Une tête d'un très rare requin pèlerin à l'esprit scientifique devient un spécimen modèle

Vous ne vous en douteriez pas en le regardant, mais ce requin est de la graine de mannequin. Bien sûr, il n'a rien d'une beauté classique, ses yeux sont petits et ses dents sont assez peu impressionnantes. Mais c'est un requin pèlerin. Et les scientifiques de l’hémisphère sud n'ont pas souvent l'occasion d'en voir.

Quinze jours après sa mort prématurée dans les filets d'un chalutier de Portland, la tête d'un requin pèlerin mâle a été prélevée et emmenée à Melbourne où elle a été scannée au laser pour que le Muséum Victoria puisse en faire un modèle 3D pour exposition au public.

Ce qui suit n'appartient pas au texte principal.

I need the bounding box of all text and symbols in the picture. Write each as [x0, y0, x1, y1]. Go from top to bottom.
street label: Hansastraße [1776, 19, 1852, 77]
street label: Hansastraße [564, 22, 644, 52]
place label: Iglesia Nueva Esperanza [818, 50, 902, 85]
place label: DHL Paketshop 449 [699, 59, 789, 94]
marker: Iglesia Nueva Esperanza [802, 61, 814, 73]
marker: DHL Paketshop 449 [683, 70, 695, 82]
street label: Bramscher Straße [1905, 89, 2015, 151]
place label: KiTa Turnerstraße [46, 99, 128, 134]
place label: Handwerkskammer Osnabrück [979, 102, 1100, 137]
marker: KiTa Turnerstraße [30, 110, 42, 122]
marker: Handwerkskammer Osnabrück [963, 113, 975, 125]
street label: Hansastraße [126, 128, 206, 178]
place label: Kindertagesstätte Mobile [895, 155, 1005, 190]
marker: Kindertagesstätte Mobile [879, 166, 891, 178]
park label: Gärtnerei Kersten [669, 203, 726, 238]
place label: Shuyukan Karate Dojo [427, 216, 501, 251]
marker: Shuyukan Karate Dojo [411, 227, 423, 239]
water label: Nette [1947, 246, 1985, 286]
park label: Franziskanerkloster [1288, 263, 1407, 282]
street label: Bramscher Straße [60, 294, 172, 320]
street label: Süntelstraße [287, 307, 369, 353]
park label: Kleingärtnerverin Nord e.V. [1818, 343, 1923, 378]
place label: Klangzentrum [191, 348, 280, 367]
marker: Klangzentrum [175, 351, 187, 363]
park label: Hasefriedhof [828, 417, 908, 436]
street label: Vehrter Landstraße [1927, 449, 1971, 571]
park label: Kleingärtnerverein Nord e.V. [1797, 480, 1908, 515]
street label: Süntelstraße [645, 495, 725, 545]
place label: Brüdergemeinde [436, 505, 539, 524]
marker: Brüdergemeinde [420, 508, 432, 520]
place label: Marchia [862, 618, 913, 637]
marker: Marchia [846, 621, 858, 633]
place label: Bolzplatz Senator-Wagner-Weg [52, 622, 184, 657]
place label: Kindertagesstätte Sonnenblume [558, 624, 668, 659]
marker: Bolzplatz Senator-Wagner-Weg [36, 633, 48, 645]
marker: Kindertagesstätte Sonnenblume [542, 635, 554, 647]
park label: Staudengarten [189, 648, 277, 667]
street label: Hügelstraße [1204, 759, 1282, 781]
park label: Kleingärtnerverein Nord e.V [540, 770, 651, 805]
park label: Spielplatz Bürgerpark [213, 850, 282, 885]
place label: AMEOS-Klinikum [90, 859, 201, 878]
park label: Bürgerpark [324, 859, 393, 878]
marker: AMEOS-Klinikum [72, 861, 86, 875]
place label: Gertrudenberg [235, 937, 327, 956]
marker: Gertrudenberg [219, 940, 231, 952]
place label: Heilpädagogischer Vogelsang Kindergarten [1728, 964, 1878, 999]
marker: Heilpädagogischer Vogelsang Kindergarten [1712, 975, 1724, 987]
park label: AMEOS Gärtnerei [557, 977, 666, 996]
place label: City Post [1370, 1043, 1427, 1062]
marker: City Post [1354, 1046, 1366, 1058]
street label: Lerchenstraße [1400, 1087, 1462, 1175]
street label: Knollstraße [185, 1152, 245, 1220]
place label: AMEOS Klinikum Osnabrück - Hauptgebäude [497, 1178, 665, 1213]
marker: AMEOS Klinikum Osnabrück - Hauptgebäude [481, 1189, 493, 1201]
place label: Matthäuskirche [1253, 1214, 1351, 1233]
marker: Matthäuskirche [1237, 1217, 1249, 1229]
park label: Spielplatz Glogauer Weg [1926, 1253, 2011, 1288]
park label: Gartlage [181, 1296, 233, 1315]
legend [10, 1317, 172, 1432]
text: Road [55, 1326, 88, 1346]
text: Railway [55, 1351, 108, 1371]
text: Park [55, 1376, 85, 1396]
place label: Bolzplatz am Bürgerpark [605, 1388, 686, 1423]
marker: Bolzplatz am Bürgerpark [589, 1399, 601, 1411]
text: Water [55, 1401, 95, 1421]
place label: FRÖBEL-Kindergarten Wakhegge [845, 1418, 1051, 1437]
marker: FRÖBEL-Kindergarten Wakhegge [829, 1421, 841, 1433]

« C'est la première fois que nous avons fait un scan 3D au musée, en tout cas à cette échelle, » a déclaré Martin Gomon, le conservateur en chef du musée pour l'ichtyologie.

Long de 6.5 mètres, le requin était trop gros pour être transporté et stocké en entier. Alors, avec la tête de 600 kilos, les chercheurs du Musée Victoria ont prélevé les nageoires dorsale, pectorales, anales et pelviennes, pesant au total 2.6 tonnes, et une sélection de vertèbres allant de la taille d'une assiette à celle d'une saucière. Des échantillons de muscle et de tissus ont aussi été pris pour en faire une analyse génétique et isotopique.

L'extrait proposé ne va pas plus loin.